- _Task description_
Restate word for word the lines of the entries below, starting with the line that holds "Bounding boxes for" and ending with the line that holds "Find all labels, symbols", and no others.

[Extracted records]
▼

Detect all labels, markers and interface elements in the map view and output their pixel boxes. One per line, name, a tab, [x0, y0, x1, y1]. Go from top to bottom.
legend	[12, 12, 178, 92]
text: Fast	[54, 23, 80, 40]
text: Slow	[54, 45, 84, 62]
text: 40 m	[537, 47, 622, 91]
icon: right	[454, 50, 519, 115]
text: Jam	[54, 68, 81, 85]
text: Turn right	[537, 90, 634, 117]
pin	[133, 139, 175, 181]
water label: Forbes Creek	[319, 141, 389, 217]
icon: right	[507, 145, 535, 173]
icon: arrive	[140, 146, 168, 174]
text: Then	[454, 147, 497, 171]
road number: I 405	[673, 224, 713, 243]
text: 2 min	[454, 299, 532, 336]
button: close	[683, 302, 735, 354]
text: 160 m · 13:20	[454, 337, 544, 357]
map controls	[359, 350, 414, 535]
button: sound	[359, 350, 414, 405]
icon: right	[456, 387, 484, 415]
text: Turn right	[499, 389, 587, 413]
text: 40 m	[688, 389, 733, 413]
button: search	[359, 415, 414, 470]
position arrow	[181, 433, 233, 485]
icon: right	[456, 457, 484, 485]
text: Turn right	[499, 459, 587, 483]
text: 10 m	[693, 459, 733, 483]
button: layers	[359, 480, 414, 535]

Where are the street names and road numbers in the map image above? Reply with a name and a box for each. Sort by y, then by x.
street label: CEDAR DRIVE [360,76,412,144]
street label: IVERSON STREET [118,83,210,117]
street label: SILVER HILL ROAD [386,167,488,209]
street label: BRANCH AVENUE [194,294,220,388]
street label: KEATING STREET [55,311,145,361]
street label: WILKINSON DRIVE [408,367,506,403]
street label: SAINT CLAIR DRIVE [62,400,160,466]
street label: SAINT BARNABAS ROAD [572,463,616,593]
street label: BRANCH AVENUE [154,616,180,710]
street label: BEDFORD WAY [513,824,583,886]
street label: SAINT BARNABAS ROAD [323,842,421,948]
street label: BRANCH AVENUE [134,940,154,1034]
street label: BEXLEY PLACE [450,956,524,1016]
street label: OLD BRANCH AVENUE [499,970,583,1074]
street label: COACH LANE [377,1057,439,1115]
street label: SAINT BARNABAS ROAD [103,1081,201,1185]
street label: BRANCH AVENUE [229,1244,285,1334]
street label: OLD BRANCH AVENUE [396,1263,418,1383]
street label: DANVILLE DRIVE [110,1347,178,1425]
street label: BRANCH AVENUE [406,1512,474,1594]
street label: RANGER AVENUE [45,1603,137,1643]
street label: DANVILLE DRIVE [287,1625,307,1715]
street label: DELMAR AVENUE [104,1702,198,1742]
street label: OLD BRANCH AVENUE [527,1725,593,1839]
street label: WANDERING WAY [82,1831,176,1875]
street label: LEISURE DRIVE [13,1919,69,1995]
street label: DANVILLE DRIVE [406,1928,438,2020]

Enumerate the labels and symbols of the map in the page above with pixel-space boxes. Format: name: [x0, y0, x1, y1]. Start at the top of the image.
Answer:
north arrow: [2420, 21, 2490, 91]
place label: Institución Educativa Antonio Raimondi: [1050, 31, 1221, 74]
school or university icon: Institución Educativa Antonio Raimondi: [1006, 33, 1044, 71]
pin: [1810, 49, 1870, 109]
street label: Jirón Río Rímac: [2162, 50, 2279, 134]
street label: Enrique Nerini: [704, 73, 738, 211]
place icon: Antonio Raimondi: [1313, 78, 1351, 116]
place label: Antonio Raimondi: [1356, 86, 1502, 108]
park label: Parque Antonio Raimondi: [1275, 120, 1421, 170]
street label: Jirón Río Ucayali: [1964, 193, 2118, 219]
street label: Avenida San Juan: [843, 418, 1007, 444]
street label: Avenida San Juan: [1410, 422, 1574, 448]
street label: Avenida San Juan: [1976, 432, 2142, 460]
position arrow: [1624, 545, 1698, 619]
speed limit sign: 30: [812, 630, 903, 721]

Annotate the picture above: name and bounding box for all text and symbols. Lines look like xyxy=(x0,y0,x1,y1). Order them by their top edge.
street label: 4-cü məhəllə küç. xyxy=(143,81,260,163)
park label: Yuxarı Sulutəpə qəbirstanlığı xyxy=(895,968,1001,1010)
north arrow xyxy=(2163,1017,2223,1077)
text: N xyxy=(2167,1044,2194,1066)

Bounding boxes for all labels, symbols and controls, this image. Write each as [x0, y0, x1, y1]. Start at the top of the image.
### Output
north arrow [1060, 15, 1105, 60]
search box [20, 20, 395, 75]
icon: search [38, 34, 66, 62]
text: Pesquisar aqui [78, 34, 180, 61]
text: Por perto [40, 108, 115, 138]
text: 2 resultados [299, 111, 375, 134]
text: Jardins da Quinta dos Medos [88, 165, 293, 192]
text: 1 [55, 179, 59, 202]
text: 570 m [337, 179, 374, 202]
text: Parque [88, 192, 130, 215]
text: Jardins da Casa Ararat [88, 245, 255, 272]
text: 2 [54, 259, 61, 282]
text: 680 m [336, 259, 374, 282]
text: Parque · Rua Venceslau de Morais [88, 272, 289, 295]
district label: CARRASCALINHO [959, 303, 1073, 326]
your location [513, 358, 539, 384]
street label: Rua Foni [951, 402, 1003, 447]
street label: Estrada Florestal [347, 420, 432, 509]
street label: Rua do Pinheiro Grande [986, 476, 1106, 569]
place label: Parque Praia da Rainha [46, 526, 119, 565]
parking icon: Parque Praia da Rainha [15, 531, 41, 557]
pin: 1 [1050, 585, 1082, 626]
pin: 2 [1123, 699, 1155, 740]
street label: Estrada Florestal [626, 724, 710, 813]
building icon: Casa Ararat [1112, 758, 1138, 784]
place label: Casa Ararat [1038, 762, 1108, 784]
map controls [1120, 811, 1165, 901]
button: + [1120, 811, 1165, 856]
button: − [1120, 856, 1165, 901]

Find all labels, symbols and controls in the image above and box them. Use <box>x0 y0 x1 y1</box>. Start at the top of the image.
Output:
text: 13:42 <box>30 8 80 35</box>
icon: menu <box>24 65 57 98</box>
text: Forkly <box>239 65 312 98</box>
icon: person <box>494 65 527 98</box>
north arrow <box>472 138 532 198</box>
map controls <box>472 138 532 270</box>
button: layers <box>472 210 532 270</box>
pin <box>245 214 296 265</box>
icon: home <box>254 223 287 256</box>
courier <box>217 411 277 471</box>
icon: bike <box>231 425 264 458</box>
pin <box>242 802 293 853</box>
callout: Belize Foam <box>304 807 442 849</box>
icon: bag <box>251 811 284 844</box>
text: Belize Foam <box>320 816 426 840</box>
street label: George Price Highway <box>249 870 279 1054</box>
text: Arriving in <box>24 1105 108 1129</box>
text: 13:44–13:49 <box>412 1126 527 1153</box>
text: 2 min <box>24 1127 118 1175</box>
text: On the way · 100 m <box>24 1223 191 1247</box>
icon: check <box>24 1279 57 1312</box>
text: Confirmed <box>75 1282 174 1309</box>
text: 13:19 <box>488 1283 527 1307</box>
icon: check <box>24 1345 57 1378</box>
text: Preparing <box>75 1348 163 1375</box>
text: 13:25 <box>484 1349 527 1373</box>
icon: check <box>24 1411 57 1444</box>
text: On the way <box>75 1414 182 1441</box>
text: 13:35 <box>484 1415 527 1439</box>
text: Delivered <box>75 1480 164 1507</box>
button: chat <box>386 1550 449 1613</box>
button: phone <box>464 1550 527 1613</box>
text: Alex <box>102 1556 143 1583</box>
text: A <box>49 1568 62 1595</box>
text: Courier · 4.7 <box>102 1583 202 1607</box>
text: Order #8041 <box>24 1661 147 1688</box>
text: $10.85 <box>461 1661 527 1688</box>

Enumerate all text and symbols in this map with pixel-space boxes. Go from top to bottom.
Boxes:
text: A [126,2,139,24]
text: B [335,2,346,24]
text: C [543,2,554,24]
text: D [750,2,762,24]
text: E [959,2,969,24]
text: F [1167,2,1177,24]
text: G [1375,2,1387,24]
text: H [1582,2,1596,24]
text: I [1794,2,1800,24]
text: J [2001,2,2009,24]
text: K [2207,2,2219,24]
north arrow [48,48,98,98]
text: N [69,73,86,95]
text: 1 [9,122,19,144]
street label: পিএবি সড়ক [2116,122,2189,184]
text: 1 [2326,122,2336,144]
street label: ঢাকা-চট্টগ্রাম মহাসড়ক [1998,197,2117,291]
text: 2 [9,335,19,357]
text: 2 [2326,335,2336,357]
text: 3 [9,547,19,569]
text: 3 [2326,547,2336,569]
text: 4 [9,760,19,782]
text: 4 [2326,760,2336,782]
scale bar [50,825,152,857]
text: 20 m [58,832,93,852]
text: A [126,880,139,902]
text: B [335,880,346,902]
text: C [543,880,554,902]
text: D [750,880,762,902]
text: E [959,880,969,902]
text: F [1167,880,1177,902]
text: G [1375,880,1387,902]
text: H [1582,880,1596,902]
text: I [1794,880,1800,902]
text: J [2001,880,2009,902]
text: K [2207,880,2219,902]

▲

- _Answer to the problem_
Bounding boxes for all labels, symbols and controls, this image. Write each as [x0, y0, x1, y1]. Start at the top of the image.
### Output
north arrow [1060, 15, 1105, 60]
search box [20, 20, 395, 75]
icon: search [38, 34, 66, 62]
text: Pesquisar aqui [78, 34, 180, 61]
text: Por perto [40, 108, 115, 138]
text: 2 resultados [299, 111, 375, 134]
text: Jardins da Quinta dos Medos [88, 165, 293, 192]
text: 1 [55, 179, 59, 202]
text: 570 m [337, 179, 374, 202]
text: Parque [88, 192, 130, 215]
text: Jardins da Casa Ararat [88, 245, 255, 272]
text: 2 [54, 259, 61, 282]
text: 680 m [336, 259, 374, 282]
text: Parque · Rua Venceslau de Morais [88, 272, 289, 295]
district label: CARRASCALINHO [959, 303, 1073, 326]
your location [513, 358, 539, 384]
street label: Rua Foni [951, 402, 1003, 447]
street label: Estrada Florestal [347, 420, 432, 509]
street label: Rua do Pinheiro Grande [986, 476, 1106, 569]
place label: Parque Praia da Rainha [46, 526, 119, 565]
parking icon: Parque Praia da Rainha [15, 531, 41, 557]
pin: 1 [1050, 585, 1082, 626]
pin: 2 [1123, 699, 1155, 740]
street label: Estrada Florestal [626, 724, 710, 813]
building icon: Casa Ararat [1112, 758, 1138, 784]
place label: Casa Ararat [1038, 762, 1108, 784]
map controls [1120, 811, 1165, 901]
button: + [1120, 811, 1165, 856]
button: − [1120, 856, 1165, 901]

Find all labels, symbols and controls in the image above and box them. Use <box>x0 y0 x1 y1</box>. Start at the top of the image.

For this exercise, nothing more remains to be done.